The Federal Court of Justice had recognised that ML and WW had a considerable interest in no longer being confronted with their convictions – but had also emphasised that the public had an interest in being informed about a topical event, and also in being able to conduct research into past events, the ECHR said.

The Federal Court had also reiterated that one of the media’s tasks was to participate in creating democratic opinion by making available to the public old news items which were preserved in their archives – and it agreed entirely with this conclusion, the ECHR said.

The Federal Court of Justice had also referred to the risk that granting requests to remove identifying elements from the reports could have a chilling effect on the press’s freedom of expression.

An obligation to examine the lawfulness of a given news report following a request from the individual concerned entailed the risk that the press would abstain from putting archives online or would omit individualised information in news reports that could subsequently give rise to such requests, the court said.

The rights of a person who had been the subject of an internet publication had to be balanced against the public’s right to be informed about past events and contemporary history, particularly using digital press archives.

The court noted that ML and WW were not asking for removal of the reports in question, but only that they be anonymised, which was a less restrictive measure in terms of press freedom.

But, it said, the approach to covering a given subject was a matter of journalistic freedom – and Article 10 left it to journalists to decide what details ought to be published, provided that these decisions corresponded to the profession’s ethical norms.

Including information such as the full name of the person concerned in a news report was an important aspect of the press’s work, especially when reporting on criminal proceedings which had attracted considerable attention.

The availability of the impugned reports on media websites at the time that the applications were lodged by ML and WW continued to contribute to a debate of general interest which had not been diminished by the passage of time, the fifth section court said.

In addition, ML and WW were not simply private individuals who were unknown to the public at the time they requested anonymity – the reports in question concerned either the conduct of their criminal trial, or one of their attempts to reopen that trial, and thus constituted information capable of contributing to a debate in a democratic society.

As to the brothers’ conduct since their conviction, the ECHR said they had lodged every possible judicial appeal to reopen the criminal proceedings against them.

During their most recent attempts, in 2004, they had contacted the press, sending them documents while inviting journalists to keep the public informed – so less weight was to be attached to their interest in no longer being confronted with their convictions through archived material on the internet.

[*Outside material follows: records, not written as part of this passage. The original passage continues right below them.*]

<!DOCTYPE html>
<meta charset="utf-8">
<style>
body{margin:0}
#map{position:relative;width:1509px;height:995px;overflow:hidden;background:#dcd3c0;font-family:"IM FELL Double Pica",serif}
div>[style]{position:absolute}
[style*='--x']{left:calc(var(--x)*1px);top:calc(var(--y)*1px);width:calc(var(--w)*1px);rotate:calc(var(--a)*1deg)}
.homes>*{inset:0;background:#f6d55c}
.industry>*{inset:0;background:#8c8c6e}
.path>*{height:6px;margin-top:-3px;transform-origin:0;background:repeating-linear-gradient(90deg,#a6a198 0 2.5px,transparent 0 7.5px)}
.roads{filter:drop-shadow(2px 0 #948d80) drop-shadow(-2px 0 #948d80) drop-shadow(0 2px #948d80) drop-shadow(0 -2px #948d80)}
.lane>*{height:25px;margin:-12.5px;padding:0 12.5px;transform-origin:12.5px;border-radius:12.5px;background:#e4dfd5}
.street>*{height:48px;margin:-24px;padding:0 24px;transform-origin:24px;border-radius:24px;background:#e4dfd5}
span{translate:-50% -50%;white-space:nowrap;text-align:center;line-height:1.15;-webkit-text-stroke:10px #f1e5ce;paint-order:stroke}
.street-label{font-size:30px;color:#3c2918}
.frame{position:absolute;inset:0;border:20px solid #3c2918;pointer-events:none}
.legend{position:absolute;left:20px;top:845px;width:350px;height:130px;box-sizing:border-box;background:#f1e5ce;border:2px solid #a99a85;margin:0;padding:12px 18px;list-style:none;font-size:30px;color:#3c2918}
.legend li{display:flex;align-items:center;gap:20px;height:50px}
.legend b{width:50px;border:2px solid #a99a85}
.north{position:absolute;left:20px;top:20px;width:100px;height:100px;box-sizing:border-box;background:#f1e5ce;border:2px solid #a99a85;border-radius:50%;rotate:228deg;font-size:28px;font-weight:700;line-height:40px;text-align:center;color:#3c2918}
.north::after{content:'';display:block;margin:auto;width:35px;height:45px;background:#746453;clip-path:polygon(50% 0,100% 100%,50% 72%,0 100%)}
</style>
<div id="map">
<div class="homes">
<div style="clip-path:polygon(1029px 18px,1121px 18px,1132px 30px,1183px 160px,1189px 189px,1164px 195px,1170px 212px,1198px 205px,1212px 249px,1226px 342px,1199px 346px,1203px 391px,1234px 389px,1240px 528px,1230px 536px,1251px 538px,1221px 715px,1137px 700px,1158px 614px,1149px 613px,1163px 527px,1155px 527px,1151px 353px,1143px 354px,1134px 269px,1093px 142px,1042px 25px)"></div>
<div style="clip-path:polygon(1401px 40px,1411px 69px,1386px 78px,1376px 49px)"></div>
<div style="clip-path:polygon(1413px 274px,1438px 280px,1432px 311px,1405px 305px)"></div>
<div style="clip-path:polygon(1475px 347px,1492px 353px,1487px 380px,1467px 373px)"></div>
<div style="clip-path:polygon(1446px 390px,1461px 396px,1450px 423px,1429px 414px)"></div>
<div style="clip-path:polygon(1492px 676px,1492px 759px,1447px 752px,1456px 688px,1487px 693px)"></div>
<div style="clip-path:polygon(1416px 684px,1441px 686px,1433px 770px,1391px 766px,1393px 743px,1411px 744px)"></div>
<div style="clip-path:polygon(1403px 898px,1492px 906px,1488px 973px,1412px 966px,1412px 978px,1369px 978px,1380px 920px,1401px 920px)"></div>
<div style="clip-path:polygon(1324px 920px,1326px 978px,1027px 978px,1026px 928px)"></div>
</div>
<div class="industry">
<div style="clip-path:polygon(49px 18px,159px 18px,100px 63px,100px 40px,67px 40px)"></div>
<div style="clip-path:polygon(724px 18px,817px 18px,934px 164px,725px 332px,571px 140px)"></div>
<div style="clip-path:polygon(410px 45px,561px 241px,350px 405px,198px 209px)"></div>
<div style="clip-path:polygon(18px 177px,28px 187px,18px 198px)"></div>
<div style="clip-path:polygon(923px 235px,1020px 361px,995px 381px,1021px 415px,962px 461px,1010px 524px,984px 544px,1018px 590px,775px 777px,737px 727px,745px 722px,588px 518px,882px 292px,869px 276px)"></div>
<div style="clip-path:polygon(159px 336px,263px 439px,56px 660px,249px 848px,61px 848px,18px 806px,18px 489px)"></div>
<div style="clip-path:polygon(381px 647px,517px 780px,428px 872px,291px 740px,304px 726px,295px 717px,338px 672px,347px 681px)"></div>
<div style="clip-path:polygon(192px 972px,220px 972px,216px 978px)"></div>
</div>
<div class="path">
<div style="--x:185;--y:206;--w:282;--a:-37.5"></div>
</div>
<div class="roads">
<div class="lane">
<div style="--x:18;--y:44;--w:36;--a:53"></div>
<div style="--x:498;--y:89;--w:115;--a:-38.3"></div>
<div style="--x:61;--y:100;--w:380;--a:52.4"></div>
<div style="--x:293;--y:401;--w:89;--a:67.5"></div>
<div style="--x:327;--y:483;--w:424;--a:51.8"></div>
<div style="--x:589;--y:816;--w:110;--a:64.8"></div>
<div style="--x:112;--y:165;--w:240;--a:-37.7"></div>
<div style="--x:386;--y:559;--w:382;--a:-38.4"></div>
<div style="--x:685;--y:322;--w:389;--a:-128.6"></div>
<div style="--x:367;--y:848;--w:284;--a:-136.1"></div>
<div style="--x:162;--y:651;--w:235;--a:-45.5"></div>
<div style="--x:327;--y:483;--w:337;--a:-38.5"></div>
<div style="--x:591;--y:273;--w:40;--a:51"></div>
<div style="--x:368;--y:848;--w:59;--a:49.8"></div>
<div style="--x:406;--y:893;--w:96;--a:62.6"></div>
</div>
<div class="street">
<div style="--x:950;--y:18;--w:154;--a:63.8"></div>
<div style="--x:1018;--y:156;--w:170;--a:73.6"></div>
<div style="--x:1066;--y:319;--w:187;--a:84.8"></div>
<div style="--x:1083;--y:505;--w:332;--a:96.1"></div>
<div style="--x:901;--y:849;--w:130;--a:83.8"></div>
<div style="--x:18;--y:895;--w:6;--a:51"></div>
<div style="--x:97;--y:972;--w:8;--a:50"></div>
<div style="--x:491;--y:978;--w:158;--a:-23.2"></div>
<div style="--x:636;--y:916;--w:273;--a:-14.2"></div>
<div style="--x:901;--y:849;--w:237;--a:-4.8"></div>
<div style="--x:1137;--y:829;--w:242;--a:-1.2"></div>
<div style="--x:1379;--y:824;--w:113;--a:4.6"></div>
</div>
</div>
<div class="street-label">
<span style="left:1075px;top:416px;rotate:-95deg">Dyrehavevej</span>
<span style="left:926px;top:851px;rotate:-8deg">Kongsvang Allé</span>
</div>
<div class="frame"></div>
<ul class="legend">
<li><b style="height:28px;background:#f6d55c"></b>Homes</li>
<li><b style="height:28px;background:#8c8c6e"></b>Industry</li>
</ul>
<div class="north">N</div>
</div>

Their legitimate hope of obtaining anonymity in the reports, or even a right to be forgotten online, was thus very limited, the court said.

Like the Federal Court of Justice, it considered that the contested documentation concerned texts which described a judicial decision in an objective manner, the original truthfulness or lawfulness of which had never been challenged.

Equally, the articles in Der Spiegel did not reflect a wish to denigrate ML and WW or to harm their reputation.

The court also followed the findings of the Federal Court of Justice in noting that the dissemination of the material was limited in scope, especially as some of the material was subject to restrictions such as paid access or a subscription.

Finally, ML and WW had provided no information about any attempts they had made to contact search-engine operators with a view to making it harder to trace information about them.

There were no substantial grounds for it to substitute its view for that of the Federal Court of Justice, the court added.